Fall of the Titan: China's biggest chip maker SMIC saw profits fall by over 25% YoY

China’s chip manufacturing industry has been hit with a ton of sanctions by the US and its allies. With dwindling resources and no access to new chip-making tech from Netherlands and Japan, it seems that the fall of the Chinese semiconductor is here.

Mehul Reuben Das February 10, 2023 14:12:36 IST
Fall of the Titan: China's biggest chip maker SMIC saw profits fall by over 25% YoY

China’s chip manufacturing industry has been hit with a ton of sanctions by the US and its allies. With dwindling resources and no access to new chip-making tech from Netherlands and Japan, it seems that the fall of the Chinese semiconductor is here.

Semiconductor Manufacturing International Corp (SMIC), China’s largest contract chip producer, reported earnings fell by more than one-fourth in the fourth quarter as consumer demand for smartphones and laptop computers fell.  

Profits plummeted more than 26 per cent year on year to US$425.5 million in the three months ended December 31, the Hong Kong-listed foundry announced on Thursday. Quarterly sales was $1.6 billion, a 15 per cent decrease from the previous quarter but a 2.6 per cent increase from the previous year.

Surprisingly though, total revenue for 2022 increased nearly 34 per cent to US$7.27 billion, compared with US$5.44 billion in 2021, SMIC said.

The fall – Why Chinese chip manufacturers are in danger
SMIC stated in November that decreased consumer electronics demand will weigh on its business forecast into the first half of 2023.

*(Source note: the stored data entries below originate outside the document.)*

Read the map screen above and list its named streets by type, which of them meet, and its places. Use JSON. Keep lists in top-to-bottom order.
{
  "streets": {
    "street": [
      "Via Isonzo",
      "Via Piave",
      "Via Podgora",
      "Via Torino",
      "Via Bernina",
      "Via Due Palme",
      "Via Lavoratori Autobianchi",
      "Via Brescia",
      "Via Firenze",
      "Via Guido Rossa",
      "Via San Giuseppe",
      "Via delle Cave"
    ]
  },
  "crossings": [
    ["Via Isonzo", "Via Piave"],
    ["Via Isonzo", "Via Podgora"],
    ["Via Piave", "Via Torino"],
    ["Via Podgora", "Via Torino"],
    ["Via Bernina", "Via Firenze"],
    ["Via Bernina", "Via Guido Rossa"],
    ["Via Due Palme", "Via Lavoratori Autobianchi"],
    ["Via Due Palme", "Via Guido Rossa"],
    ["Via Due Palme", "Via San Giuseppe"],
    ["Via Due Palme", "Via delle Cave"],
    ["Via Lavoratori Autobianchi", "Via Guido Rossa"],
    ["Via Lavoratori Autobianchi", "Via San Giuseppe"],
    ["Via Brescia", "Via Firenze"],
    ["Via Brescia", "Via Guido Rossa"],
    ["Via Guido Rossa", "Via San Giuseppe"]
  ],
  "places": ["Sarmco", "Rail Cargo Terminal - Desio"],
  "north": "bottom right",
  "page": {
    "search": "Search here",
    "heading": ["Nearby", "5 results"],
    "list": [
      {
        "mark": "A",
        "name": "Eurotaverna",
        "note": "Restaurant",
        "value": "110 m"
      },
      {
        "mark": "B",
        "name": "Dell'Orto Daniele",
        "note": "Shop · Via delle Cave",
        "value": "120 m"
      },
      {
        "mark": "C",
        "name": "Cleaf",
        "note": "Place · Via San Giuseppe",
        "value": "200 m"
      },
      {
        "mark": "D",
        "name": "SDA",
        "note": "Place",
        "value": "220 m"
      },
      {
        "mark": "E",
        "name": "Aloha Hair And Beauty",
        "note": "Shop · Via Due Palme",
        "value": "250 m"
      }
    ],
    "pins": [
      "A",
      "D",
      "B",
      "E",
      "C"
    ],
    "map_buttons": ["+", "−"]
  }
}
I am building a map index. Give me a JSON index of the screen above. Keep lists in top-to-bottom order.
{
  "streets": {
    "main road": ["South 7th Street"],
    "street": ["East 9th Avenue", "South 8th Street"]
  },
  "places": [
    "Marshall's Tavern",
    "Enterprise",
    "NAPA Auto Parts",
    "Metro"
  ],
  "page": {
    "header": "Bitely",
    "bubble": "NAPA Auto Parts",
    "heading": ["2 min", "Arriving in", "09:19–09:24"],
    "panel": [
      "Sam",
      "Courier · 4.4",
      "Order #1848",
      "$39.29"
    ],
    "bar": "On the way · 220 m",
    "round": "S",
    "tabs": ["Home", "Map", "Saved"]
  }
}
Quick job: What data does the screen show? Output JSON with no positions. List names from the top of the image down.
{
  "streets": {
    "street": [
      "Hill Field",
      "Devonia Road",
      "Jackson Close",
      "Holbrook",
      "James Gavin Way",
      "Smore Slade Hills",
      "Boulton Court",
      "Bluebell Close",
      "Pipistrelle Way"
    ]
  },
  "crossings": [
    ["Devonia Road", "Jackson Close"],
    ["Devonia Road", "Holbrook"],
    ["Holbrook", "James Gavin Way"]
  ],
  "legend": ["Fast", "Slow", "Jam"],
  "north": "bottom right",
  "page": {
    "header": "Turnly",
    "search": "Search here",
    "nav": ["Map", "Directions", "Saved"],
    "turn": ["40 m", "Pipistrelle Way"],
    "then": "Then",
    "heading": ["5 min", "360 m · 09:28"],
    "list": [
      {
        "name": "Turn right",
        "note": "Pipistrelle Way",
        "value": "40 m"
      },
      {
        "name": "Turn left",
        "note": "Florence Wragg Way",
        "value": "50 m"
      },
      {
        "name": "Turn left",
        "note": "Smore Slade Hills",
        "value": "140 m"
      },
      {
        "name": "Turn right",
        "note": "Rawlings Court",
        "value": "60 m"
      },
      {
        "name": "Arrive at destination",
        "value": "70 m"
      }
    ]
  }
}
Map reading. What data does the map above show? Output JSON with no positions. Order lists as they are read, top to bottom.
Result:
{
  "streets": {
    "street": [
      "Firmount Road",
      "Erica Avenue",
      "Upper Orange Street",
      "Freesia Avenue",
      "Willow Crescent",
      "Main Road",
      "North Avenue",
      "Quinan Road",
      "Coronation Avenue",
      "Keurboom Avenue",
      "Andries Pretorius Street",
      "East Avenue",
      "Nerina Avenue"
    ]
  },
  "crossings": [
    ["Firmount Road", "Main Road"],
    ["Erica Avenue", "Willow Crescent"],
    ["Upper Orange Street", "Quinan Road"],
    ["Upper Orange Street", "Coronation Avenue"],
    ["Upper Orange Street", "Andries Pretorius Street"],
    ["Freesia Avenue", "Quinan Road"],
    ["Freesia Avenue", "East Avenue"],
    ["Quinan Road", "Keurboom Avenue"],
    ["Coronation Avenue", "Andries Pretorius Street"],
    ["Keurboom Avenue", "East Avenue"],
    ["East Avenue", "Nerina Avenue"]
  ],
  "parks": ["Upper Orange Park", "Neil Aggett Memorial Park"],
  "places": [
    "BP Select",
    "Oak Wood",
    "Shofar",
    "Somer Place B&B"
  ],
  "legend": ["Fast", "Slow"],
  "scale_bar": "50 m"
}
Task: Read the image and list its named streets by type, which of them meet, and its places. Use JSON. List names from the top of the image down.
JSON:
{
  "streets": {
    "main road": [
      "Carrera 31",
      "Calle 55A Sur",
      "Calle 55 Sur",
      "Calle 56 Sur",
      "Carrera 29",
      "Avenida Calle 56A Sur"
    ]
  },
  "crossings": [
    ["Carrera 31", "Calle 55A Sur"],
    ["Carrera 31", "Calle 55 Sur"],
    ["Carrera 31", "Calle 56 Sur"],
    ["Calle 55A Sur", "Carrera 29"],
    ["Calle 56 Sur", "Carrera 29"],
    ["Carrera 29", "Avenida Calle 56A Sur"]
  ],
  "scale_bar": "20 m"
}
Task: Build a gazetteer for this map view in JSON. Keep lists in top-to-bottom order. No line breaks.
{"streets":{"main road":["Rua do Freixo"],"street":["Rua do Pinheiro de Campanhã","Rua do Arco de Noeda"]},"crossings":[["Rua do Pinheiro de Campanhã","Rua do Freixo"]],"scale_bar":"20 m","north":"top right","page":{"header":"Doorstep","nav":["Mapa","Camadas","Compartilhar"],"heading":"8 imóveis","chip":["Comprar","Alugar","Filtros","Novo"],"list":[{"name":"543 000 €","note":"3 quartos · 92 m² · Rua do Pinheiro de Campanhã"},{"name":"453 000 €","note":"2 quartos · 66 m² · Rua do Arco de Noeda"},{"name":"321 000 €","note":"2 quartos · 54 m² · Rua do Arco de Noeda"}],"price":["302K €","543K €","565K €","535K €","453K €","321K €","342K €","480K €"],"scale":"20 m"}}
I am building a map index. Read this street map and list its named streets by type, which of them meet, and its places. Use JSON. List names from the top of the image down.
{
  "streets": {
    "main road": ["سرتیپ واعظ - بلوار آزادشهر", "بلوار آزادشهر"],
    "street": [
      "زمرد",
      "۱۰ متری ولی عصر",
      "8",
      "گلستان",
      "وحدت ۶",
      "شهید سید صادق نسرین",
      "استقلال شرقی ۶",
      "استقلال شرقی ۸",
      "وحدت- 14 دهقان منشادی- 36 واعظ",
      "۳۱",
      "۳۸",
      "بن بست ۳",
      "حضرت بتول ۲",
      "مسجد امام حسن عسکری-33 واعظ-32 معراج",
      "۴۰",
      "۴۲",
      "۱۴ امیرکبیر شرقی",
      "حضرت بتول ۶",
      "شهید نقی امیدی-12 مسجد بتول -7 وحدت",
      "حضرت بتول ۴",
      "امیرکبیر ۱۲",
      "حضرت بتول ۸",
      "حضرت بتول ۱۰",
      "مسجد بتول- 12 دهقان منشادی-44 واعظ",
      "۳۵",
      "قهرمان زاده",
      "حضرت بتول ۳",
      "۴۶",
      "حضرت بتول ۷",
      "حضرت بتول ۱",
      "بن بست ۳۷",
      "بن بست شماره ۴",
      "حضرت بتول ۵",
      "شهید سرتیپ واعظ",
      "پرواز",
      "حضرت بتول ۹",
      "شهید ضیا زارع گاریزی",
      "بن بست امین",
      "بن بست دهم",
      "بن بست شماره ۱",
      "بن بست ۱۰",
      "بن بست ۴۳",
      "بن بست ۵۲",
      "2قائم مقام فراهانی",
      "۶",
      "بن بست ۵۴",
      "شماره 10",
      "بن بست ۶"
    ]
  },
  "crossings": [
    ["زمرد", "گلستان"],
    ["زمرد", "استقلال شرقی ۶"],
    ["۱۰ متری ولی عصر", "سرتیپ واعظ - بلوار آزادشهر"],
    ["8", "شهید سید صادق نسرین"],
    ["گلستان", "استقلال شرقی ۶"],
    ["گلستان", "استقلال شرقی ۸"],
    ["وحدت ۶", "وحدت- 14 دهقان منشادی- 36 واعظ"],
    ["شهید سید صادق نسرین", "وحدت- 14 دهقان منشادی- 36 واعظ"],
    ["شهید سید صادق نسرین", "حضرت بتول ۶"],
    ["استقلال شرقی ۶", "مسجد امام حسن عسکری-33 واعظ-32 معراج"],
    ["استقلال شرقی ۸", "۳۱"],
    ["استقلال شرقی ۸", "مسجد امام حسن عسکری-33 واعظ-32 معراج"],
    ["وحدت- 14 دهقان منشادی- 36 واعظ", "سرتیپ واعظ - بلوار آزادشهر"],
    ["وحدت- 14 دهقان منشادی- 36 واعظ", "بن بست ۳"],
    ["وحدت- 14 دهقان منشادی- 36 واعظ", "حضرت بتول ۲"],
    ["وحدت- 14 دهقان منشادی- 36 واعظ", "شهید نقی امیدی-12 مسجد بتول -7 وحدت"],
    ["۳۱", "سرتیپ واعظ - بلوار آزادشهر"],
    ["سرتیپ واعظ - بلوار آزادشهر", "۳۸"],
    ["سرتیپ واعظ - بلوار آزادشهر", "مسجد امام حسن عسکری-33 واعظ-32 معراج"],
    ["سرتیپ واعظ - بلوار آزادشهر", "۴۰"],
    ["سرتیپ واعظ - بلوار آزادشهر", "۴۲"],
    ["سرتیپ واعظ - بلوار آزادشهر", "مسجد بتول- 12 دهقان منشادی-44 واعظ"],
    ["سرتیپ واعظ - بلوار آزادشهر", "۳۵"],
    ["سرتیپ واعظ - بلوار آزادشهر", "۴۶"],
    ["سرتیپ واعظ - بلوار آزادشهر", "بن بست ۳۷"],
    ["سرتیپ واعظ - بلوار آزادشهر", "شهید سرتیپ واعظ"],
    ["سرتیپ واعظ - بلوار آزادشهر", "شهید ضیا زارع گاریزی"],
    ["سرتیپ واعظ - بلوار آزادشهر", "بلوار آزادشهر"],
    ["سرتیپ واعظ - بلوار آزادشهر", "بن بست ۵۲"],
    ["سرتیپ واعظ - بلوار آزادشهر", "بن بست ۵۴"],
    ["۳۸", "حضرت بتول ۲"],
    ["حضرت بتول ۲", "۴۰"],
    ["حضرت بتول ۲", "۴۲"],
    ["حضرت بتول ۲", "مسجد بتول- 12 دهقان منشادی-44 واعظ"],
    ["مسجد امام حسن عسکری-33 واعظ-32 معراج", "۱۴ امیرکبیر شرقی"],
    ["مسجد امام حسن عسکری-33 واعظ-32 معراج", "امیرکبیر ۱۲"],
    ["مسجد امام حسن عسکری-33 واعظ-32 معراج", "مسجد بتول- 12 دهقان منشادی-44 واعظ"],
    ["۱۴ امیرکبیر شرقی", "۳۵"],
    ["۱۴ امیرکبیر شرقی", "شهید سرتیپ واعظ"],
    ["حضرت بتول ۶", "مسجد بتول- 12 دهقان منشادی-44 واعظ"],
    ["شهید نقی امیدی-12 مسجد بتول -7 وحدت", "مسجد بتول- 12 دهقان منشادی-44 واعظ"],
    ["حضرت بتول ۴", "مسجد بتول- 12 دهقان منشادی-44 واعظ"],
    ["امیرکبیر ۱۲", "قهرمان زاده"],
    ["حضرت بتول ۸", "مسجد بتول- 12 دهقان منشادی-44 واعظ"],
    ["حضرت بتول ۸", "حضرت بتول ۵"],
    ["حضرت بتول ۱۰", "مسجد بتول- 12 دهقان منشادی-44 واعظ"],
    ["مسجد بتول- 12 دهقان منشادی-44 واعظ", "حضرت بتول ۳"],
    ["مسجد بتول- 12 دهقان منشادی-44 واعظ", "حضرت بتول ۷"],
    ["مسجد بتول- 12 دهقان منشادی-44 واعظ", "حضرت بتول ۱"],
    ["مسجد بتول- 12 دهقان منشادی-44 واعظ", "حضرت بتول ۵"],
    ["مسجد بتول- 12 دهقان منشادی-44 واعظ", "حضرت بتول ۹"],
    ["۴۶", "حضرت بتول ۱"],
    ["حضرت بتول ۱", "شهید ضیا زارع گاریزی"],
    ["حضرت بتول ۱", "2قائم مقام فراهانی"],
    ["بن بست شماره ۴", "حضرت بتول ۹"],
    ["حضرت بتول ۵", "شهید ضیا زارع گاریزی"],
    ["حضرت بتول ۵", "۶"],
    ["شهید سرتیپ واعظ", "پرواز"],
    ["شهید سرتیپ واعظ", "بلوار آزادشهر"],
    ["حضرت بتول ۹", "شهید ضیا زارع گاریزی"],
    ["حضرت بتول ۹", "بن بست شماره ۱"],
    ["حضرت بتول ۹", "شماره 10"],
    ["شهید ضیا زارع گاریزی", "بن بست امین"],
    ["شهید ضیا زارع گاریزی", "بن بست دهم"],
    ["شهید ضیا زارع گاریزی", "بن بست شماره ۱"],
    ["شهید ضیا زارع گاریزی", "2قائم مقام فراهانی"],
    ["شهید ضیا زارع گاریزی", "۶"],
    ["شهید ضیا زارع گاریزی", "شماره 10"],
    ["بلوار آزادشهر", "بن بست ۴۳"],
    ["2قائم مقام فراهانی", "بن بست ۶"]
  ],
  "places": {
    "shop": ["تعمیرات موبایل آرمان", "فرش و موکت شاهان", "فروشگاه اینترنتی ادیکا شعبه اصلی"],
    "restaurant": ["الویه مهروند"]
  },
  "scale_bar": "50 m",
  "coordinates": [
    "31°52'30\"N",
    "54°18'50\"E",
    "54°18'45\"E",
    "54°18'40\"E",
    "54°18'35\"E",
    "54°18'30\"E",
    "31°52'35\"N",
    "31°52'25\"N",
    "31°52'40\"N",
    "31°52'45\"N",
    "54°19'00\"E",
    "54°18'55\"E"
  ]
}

According to Canalys, global smartphone shipments decreased 11 per cent last year to less than 1.2 billion devices, the lowest level in a decade. According to Counterpoint Research, personal computer shipments are down 15 per cent.

Also read: New low for Chinese smartphone industry, sales in 2022 plunge to lowest level in over a decade

The semiconductor sector has been suffering significant headwinds throughout the world, with worldwide semiconductor sales down over 15 per cent year on year to US$130.2 billion in the fourth quarter, according to Semiconductor Industry Association figures.

Intel, which forecast a 20 per cent drop in sales in 2022, has been contemplating big layoffs that might affect one-fifth of its workforce in some departments, Bloomberg reported in October, citing anonymous sources.

Samsung Electronics, the South Korean memory chip leader, saw its quarterly earnings fall by more than two-thirds to an eight-year low in the fourth quarter of 2022.

2023 will continue to be dreary – falling demand, difficult progressions
According to SMIC, the semiconductor sector will likely continue at the bottom of the cycle in the first half of 2023, which might reduce the company’s first-quarter sales by up to 12 per cent compared to the December quarter.

According to Canada-based research firm TechInsights, SMIC, China’s leading foundry, has been employing the 7-nanometer process to create semiconductors since at least last year, bringing the Chinese business one step closer to Intel, Samsung, and Taiwan Semiconductor Manufacturing Co.

The US-China tech war: How the US ensured China doesn’t get Dutch tech
While SMIC never publicly admitted or denied the breakthrough, it did indicate that the Shanghai-based company was able to make inroads into advanced nodes below 10-nm without the highly advanced extreme ultraviolet machines manufactured by Dutch chip equipment giant ASML, which stopped exporting such tools to China in 2019 due to US pressure.

Also read: In a major blow to China, Netherlands and Japan decide to side with US over chip sanctions on China

SMIC, which was admitted to the US Commerce Department’s Entity List in late 2020, is now constructing four mature 28-nm foundries in China, including one in Shanghai and one in Tianjin, with plans to open in the next five to seven years.

A glimmer of hope
The new foundry in Shenzhen had commenced production by the end of 2022, while trial production had begun in another foundry in Beijing, where mass production is projected to be delayed by one to two quarters due to a delay in the purchase of specific equipment, according to the firm on Thursday.

Last year, SMIC raised its monthly capacity to 714,000 8-inch equivalent wafers, while total capital investment was $6.35 billion. It stated that the extra budget was to prepay for the acquisition of equipment for its four new wafer foundries, which would give additional capacity equivalent to 340,000 12-inch wafers per month.